Since 1992 our current department and/or its predecessors (“Translation and Interpreting” & “Computational Linguistics and Phonetics”) have been continuously involved in major collaborative projects:
- GRK Cognitive Science (1992 - 2000)
- CRC 378 Resource-Adaptive Cognitive Processes (1996 - 2007)
- International GRK 715 Language Technology & Cognitive Systems (2001-2010)
- Cluster of Excellence on Multimodal Computing and Interaction (2007-2018)
- CRC 1102 Information density & Linguistic Encoding (2014 - 2022)
At present the department research groups are involved in a significant number of European and nationally funded projects. All ongoing and completed research projects can be found on the chair web pages. The research groups are interested in a range of exciting research topics.

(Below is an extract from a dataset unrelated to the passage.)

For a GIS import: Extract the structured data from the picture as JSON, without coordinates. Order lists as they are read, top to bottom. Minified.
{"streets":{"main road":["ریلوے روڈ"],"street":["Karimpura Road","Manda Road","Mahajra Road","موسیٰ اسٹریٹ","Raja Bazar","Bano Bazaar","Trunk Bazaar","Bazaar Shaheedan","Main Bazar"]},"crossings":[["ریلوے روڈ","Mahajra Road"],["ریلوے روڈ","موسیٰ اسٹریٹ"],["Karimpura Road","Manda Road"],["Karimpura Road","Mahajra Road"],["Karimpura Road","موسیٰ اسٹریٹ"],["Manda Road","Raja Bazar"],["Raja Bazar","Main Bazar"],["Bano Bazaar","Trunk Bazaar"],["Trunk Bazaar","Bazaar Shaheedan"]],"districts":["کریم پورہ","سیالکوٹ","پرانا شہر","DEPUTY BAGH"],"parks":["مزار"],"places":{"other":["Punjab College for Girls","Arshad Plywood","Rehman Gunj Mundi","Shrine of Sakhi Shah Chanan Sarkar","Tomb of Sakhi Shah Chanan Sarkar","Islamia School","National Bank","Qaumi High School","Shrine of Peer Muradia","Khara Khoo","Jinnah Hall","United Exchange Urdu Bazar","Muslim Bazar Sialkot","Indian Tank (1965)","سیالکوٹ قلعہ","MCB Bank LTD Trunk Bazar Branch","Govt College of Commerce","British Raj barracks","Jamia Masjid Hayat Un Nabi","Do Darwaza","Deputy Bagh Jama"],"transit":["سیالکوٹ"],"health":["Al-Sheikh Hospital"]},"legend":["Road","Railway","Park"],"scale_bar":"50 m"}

How is it that people understand language in real-time, mapping from linguistic signal — word by word — into a mental representation of what is being communicated? To address this question, we use advanced, high-resolution experimental methods such as eye-tracking and measurements of brain activity in the EEG signal, which can reveal subtle variations in cognitive effort on each word, and even index different stages of the language comprehension process. In our experiments we examine, for example, the interaction of meaning with perception: how people anticipate what’s coming next based on what they’ve heard, what they know about the world, and information in the visual environment.
These experimental findings are then brought together, to inform the development of computational theories of human language understanding. We build artificial neural network models that not only incrementally determine the meaning of utterances, but also use this meaning to guide the unfolding perception of the incoming signal, just as people do. In addition our computational models aim to reflect the organisation of the brain's language comprehension network, as revealed by neurophysiological evidence.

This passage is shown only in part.